Task description: If a line in the records below holds the string "Statue", count it, and state only the final count.
Supplied records START
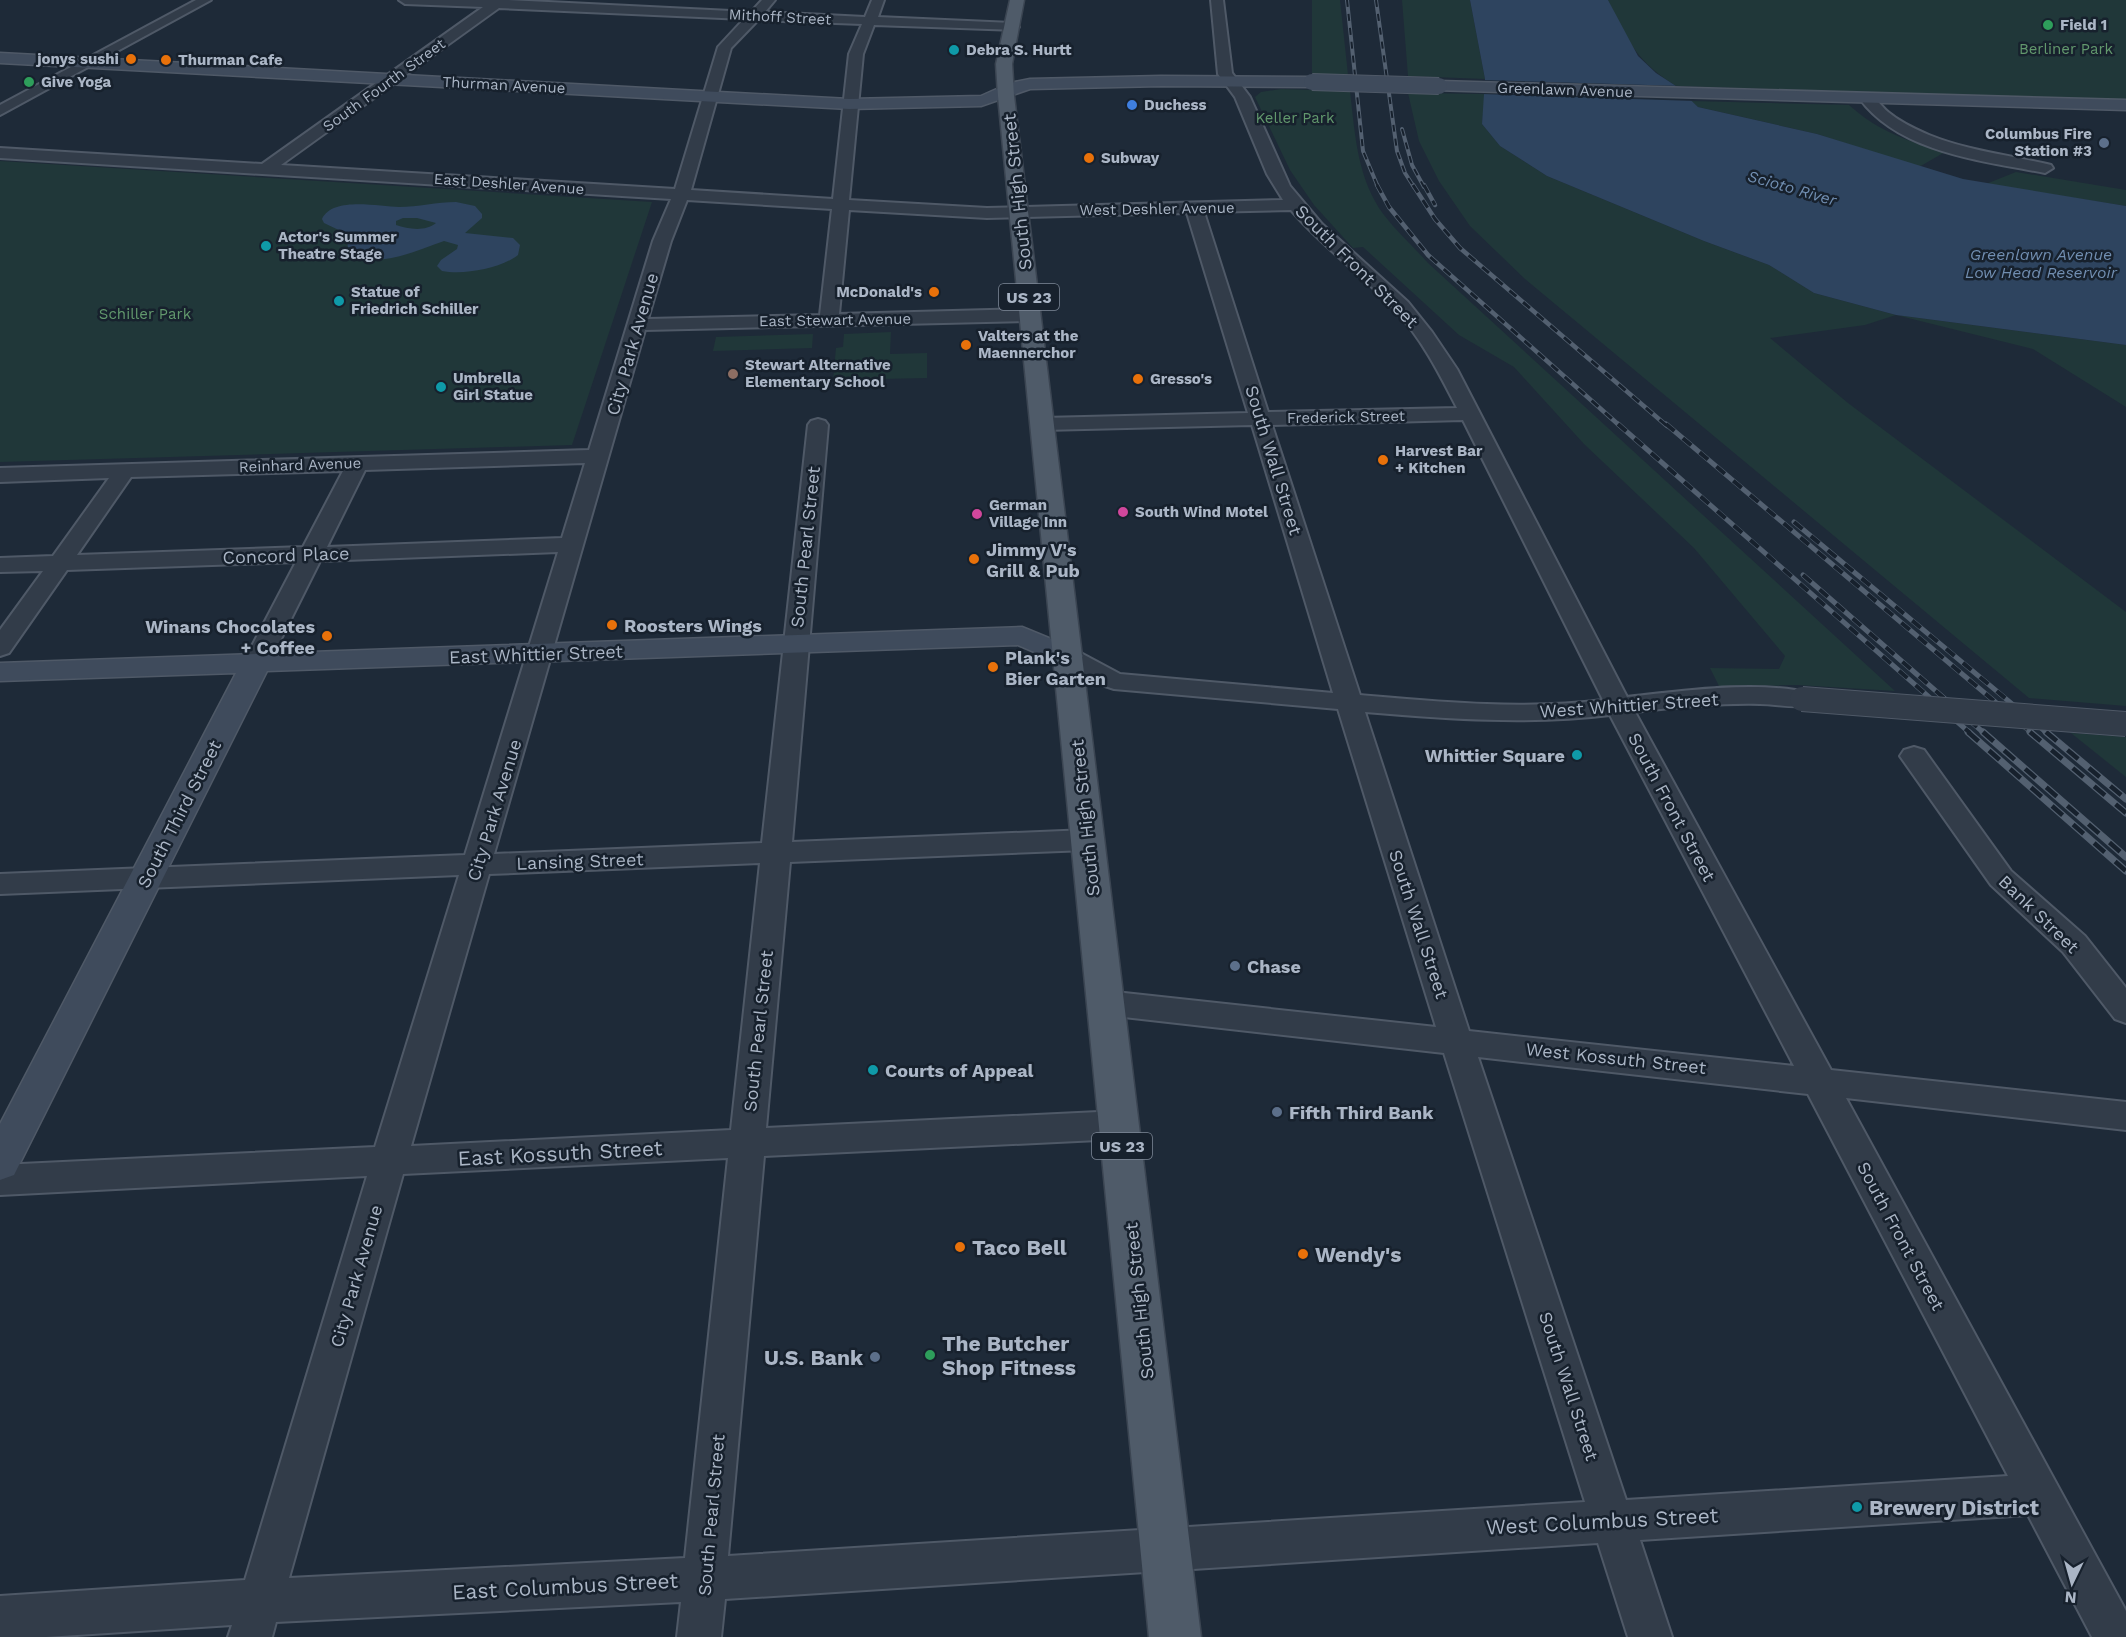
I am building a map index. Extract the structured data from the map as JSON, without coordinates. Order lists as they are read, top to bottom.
{
  "streets": {
    "main road": ["South High Street", "US 23"],
    "street": [
      "Mithoff Street",
      "South Fourth Street",
      "Thurman Avenue",
      "Greenlawn Avenue",
      "East Deshler Avenue",
      "West Deshler Avenue",
      "South Front Street",
      "East Stewart Avenue",
      "City Park Avenue",
      "Frederick Street",
      "South Wall Street",
      "Reinhard Avenue",
      "South Pearl Street",
      "Concord Place",
      "East Whittier Street",
      "West Whittier Street",
      "South Third Street",
      "Lansing Street",
      "Bank Street",
      "West Kossuth Street",
      "East Kossuth Street",
      "West Columbus Street",
      "East Columbus Street"
    ]
  },
  "crossings": [
    ["Mithoff Street", "South Fourth Street"],
    ["Mithoff Street", "South High Street"],
    ["Mithoff Street", "City Park Avenue"],
    ["South Fourth Street", "Thurman Avenue"],
    ["South Fourth Street", "East Deshler Avenue"],
    ["Thurman Avenue", "Greenlawn Avenue"],
    ["Thurman Avenue", "South High Street"],
    ["Thurman Avenue", "City Park Avenue"],
    ["Greenlawn Avenue", "South High Street"],
    ["Greenlawn Avenue", "South Front Street"],
    ["East Deshler Avenue", "South High Street"],
    ["East Deshler Avenue", "West Deshler Avenue"],
    ["East Deshler Avenue", "City Park Avenue"],
    ["South High Street", "West Deshler Avenue"],
    ["South High Street", "East Stewart Avenue"],
    ["South High Street", "Frederick Street"],
    ["South High Street", "East Whittier Street"],
    ["South High Street", "West Whittier Street"],
    ["South High Street", "Lansing Street"],
    ["South High Street", "West Kossuth Street"],
    ["South High Street", "East Kossuth Street"],
    ["South High Street", "West Columbus Street"],
    ["South High Street", "East Columbus Street"],
    ["West Deshler Avenue", "South Front Street"],
    ["West Deshler Avenue", "South Wall Street"],
    ["South Front Street", "Frederick Street"],
    ["South Front Street", "West Whittier Street"],
    ["South Front Street", "West Kossuth Street"],
    ["South Front Street", "West Columbus Street"],
    ["East Stewart Avenue", "City Park Avenue"],
    ["City Park Avenue", "Reinhard Avenue"],
    ["City Park Avenue", "Concord Place"],
    ["City Park Avenue", "East Whittier Street"],
    ["City Park Avenue", "Lansing Street"],
    ["City Park Avenue", "East Kossuth Street"],
    ["City Park Avenue", "East Columbus Street"],
    ["Frederick Street", "South Wall Street"],
    ["South Wall Street", "West Whittier Street"],
    ["South Wall Street", "West Kossuth Street"],
    ["South Wall Street", "West Columbus Street"],
    ["Reinhard Avenue", "South Third Street"],
    ["South Pearl Street", "East Whittier Street"],
    ["South Pearl Street", "Lansing Street"],
    ["South Pearl Street", "East Kossuth Street"],
    ["South Pearl Street", "East Columbus Street"],
    ["Concord Place", "South Third Street"],
    ["East Whittier Street", "West Whittier Street"],
    ["East Whittier Street", "South Third Street"],
    ["South Third Street", "Lansing Street"],
    ["West Columbus Street", "East Columbus Street"]
  ],
  "water": ["Scioto River", "Greenlawn Avenue Low Head Reservoir"],
  "parks": ["Berliner Park", "Keller Park", "Schiller Park"],
  "places": [
    "Field 1",
    "Debra S. Hurtt",
    "jonys sushi",
    "Thurman Cafe",
    "Give Yoga",
    "Duchess",
    "Columbus Fire Station #3",
    "Subway",
    "Actor's Summer Theatre Stage",
    "McDonald's",
    "Statue of Friedrich Schiller",
    "Valters at the Maennerchor",
    "Stewart Alternative Elementary School",
    "Gresso's",
    "Umbrella Girl Statue",
    "Harvest Bar + Kitchen",
    "South Wind Motel",
    "German Village Inn",
    "Jimmy V's Grill & Pub",
    "Roosters Wings",
    "Winans Chocolates + Coffee",
    "Plank's Bier Garten",
    "Whittier Square",
    "Chase",
    "Courts of Appeal",
    "Fifth Third Bank",
    "Taco Bell",
    "Wendy's",
    "The Butcher Shop Fitness",
    "U.S. Bank",
    "Brewery District"
  ],
  "north": "bottom"
}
Supplied records END
Reply to the task: 2